## WORK ORDER
All entries are to be given again verbatim.

----

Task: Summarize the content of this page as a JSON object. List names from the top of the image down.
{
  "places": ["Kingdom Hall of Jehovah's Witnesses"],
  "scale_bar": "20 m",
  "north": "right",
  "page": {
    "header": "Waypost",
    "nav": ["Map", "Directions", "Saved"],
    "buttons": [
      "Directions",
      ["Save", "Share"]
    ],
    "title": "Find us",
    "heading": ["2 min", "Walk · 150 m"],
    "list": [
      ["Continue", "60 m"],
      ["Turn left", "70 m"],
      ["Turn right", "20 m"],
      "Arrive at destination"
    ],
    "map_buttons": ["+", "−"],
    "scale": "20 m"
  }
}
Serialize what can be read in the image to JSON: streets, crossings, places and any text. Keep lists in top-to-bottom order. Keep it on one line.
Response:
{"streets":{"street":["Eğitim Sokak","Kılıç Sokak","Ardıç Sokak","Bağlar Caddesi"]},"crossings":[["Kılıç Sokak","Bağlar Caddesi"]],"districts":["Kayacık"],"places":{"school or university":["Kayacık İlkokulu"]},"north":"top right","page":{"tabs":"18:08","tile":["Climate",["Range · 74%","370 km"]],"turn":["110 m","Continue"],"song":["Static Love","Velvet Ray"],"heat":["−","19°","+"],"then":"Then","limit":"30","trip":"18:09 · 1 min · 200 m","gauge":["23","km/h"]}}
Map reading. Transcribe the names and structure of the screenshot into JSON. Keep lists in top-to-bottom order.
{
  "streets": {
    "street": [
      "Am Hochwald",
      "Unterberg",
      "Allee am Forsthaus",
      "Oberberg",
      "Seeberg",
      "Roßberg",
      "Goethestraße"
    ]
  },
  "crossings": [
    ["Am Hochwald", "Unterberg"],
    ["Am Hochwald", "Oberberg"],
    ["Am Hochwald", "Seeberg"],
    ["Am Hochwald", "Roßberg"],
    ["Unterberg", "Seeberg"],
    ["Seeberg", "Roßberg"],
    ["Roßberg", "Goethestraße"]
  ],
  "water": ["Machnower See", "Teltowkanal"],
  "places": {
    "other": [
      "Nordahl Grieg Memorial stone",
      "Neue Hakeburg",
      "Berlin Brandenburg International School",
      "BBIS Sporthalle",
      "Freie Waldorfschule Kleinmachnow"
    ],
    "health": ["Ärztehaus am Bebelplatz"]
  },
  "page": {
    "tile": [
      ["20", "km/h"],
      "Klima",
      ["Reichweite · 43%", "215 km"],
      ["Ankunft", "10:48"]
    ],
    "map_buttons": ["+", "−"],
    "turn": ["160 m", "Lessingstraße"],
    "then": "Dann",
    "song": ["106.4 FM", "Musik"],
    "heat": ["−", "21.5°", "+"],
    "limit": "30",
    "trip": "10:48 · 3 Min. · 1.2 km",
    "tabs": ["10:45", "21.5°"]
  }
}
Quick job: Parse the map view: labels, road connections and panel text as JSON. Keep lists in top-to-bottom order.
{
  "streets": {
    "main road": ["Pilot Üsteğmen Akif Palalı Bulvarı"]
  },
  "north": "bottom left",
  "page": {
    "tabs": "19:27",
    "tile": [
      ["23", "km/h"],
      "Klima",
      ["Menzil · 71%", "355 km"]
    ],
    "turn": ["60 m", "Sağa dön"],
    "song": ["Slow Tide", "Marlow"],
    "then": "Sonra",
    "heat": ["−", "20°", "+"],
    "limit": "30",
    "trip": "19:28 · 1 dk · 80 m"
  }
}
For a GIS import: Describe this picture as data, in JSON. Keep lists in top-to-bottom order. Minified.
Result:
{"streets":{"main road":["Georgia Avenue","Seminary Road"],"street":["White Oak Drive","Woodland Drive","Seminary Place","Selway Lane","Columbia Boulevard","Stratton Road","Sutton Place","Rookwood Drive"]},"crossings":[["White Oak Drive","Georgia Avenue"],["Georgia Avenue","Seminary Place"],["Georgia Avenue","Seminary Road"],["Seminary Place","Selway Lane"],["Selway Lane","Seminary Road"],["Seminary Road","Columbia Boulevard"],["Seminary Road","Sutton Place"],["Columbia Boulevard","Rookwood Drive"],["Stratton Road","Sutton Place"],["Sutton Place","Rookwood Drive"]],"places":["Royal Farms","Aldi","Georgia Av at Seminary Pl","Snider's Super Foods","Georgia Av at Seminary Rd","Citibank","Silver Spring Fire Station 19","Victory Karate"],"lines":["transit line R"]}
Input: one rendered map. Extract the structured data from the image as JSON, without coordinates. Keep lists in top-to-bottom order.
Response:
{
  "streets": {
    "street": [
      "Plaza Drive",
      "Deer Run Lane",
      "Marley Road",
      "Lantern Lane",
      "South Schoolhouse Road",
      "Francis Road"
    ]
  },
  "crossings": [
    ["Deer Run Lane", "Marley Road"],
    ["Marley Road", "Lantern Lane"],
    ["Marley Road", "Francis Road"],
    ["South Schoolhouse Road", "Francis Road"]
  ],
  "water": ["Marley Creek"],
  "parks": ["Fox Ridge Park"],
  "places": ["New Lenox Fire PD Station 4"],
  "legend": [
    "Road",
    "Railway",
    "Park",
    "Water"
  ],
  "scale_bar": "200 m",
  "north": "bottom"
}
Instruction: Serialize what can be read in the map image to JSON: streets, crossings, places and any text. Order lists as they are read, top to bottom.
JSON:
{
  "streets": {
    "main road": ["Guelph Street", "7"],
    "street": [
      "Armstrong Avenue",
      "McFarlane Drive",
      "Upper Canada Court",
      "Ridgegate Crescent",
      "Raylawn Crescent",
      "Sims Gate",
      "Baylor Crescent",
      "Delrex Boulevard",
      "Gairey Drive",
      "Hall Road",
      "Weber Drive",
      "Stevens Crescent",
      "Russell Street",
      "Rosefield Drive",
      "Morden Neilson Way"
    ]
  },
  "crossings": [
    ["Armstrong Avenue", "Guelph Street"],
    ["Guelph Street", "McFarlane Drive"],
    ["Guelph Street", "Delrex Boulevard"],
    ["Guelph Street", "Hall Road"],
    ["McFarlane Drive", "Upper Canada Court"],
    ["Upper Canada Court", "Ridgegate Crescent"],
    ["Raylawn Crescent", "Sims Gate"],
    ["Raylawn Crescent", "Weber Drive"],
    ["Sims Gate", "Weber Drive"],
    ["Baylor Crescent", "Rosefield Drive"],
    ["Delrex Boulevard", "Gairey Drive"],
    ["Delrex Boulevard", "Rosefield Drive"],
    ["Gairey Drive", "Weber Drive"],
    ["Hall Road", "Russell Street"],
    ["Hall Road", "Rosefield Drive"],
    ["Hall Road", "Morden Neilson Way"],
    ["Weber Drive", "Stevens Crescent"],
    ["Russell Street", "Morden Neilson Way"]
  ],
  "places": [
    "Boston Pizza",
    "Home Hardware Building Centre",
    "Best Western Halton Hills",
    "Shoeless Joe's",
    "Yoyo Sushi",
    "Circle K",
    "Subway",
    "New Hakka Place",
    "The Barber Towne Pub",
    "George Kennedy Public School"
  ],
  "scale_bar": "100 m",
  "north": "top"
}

----

## EXERCISE SOLUTION
Task: Summarize the content of this page as a JSON object. List names from the top of the image down.
{
  "places": ["Kingdom Hall of Jehovah's Witnesses"],
  "scale_bar": "20 m",
  "north": "right",
  "page": {
    "header": "Waypost",
    "nav": ["Map", "Directions", "Saved"],
    "buttons": [
      "Directions",
      ["Save", "Share"]
    ],
    "title": "Find us",
    "heading": ["2 min", "Walk · 150 m"],
    "list": [
      ["Continue", "60 m"],
      ["Turn left", "70 m"],
      ["Turn right", "20 m"],
      "Arrive at destination"
    ],
    "map_buttons": ["+", "−"],
    "scale": "20 m"
  }
}
Serialize what can be read in the image to JSON: streets, crossings, places and any text. Keep lists in top-to-bottom order. Keep it on one line.
Response:
{"streets":{"street":["Eğitim Sokak","Kılıç Sokak","Ardıç Sokak","Bağlar Caddesi"]},"crossings":[["Kılıç Sokak","Bağlar Caddesi"]],"districts":["Kayacık"],"places":{"school or university":["Kayacık İlkokulu"]},"north":"top right","page":{"tabs":"18:08","tile":["Climate",["Range · 74%","370 km"]],"turn":["110 m","Continue"],"song":["Static Love","Velvet Ray"],"heat":["−","19°","+"],"then":"Then","limit":"30","trip":"18:09 · 1 min · 200 m","gauge":["23","km/h"]}}
Map reading. Transcribe the names and structure of the screenshot into JSON. Keep lists in top-to-bottom order.
{
  "streets": {
    "street": [
      "Am Hochwald",
      "Unterberg",
      "Allee am Forsthaus",
      "Oberberg",
      "Seeberg",
      "Roßberg",
      "Goethestraße"
    ]
  },
  "crossings": [
    ["Am Hochwald", "Unterberg"],
    ["Am Hochwald", "Oberberg"],
    ["Am Hochwald", "Seeberg"],
    ["Am Hochwald", "Roßberg"],
    ["Unterberg", "Seeberg"],
    ["Seeberg", "Roßberg"],
    ["Roßberg", "Goethestraße"]
  ],
  "water": ["Machnower See", "Teltowkanal"],
  "places": {
    "other": [
      "Nordahl Grieg Memorial stone",
      "Neue Hakeburg",
      "Berlin Brandenburg International School",
      "BBIS Sporthalle",
      "Freie Waldorfschule Kleinmachnow"
    ],
    "health": ["Ärztehaus am Bebelplatz"]
  },
  "page": {
    "tile": [
      ["20", "km/h"],
      "Klima",
      ["Reichweite · 43%", "215 km"],
      ["Ankunft", "10:48"]
    ],
    "map_buttons": ["+", "−"],
    "turn": ["160 m", "Lessingstraße"],
    "then": "Dann",
    "song": ["106.4 FM", "Musik"],
    "heat": ["−", "21.5°", "+"],
    "limit": "30",
    "trip": "10:48 · 3 Min. · 1.2 km",
    "tabs": ["10:45", "21.5°"]
  }
}
Quick job: Parse the map view: labels, road connections and panel text as JSON. Keep lists in top-to-bottom order.
{
  "streets": {
    "main road": ["Pilot Üsteğmen Akif Palalı Bulvarı"]
  },
  "north": "bottom left",
  "page": {
    "tabs": "19:27",
    "tile": [
      ["23", "km/h"],
      "Klima",
      ["Menzil · 71%", "355 km"]
    ],
    "turn": ["60 m", "Sağa dön"],
    "song": ["Slow Tide", "Marlow"],
    "then": "Sonra",
    "heat": ["−", "20°", "+"],
    "limit": "30",
    "trip": "19:28 · 1 dk · 80 m"
  }
}
For a GIS import: Describe this picture as data, in JSON. Keep lists in top-to-bottom order. Minified.
Result:
{"streets":{"main road":["Georgia Avenue","Seminary Road"],"street":["White Oak Drive","Woodland Drive","Seminary Place","Selway Lane","Columbia Boulevard","Stratton Road","Sutton Place","Rookwood Drive"]},"crossings":[["White Oak Drive","Georgia Avenue"],["Georgia Avenue","Seminary Place"],["Georgia Avenue","Seminary Road"],["Seminary Place","Selway Lane"],["Selway Lane","Seminary Road"],["Seminary Road","Columbia Boulevard"],["Seminary Road","Sutton Place"],["Columbia Boulevard","Rookwood Drive"],["Stratton Road","Sutton Place"],["Sutton Place","Rookwood Drive"]],"places":["Royal Farms","Aldi","Georgia Av at Seminary Pl","Snider's Super Foods","Georgia Av at Seminary Rd","Citibank","Silver Spring Fire Station 19","Victory Karate"],"lines":["transit line R"]}
Input: one rendered map. Extract the structured data from the image as JSON, without coordinates. Keep lists in top-to-bottom order.
Response:
{
  "streets": {
    "street": [
      "Plaza Drive",
      "Deer Run Lane",
      "Marley Road",
      "Lantern Lane",
      "South Schoolhouse Road",
      "Francis Road"
    ]
  },
  "crossings": [
    ["Deer Run Lane", "Marley Road"],
    ["Marley Road", "Lantern Lane"],
    ["Marley Road", "Francis Road"],
    ["South Schoolhouse Road", "Francis Road"]
  ],
  "water": ["Marley Creek"],
  "parks": ["Fox Ridge Park"],
  "places": ["New Lenox Fire PD Station 4"],
  "legend": [
    "Road",
    "Railway",
    "Park",
    "Water"
  ],
  "scale_bar": "200 m",
  "north": "bottom"
}
Instruction: Serialize what can be read in the map image to JSON: streets, crossings, places and any text. Order lists as they are read, top to bottom.
JSON:
{
  "streets": {
    "main road": ["Guelph Street", "7"],
    "street": [
      "Armstrong Avenue",
      "McFarlane Drive",
      "Upper Canada Court",
      "Ridgegate Crescent",
      "Raylawn Crescent",
      "Sims Gate",
      "Baylor Crescent",
      "Delrex Boulevard",
      "Gairey Drive",
      "Hall Road",
      "Weber Drive",
      "Stevens Crescent",
      "Russell Street",
      "Rosefield Drive",
      "Morden Neilson Way"
    ]
  },
  "crossings": [
    ["Armstrong Avenue", "Guelph Street"],
    ["Guelph Street", "McFarlane Drive"],
    ["Guelph Street", "Delrex Boulevard"],
    ["Guelph Street", "Hall Road"],
    ["McFarlane Drive", "Upper Canada Court"],
    ["Upper Canada Court", "Ridgegate Crescent"],
    ["Raylawn Crescent", "Sims Gate"],
    ["Raylawn Crescent", "Weber Drive"],
    ["Sims Gate", "Weber Drive"],
    ["Baylor Crescent", "Rosefield Drive"],
    ["Delrex Boulevard", "Gairey Drive"],
    ["Delrex Boulevard", "Rosefield Drive"],
    ["Gairey Drive", "Weber Drive"],
    ["Hall Road", "Russell Street"],
    ["Hall Road", "Rosefield Drive"],
    ["Hall Road", "Morden Neilson Way"],
    ["Weber Drive", "Stevens Crescent"],
    ["Russell Street", "Morden Neilson Way"]
  ],
  "places": [
    "Boston Pizza",
    "Home Hardware Building Centre",
    "Best Western Halton Hills",
    "Shoeless Joe's",
    "Yoyo Sushi",
    "Circle K",
    "Subway",
    "New Hakka Place",
    "The Barber Towne Pub",
    "George Kennedy Public School"
  ],
  "scale_bar": "100 m",
  "north": "top"
}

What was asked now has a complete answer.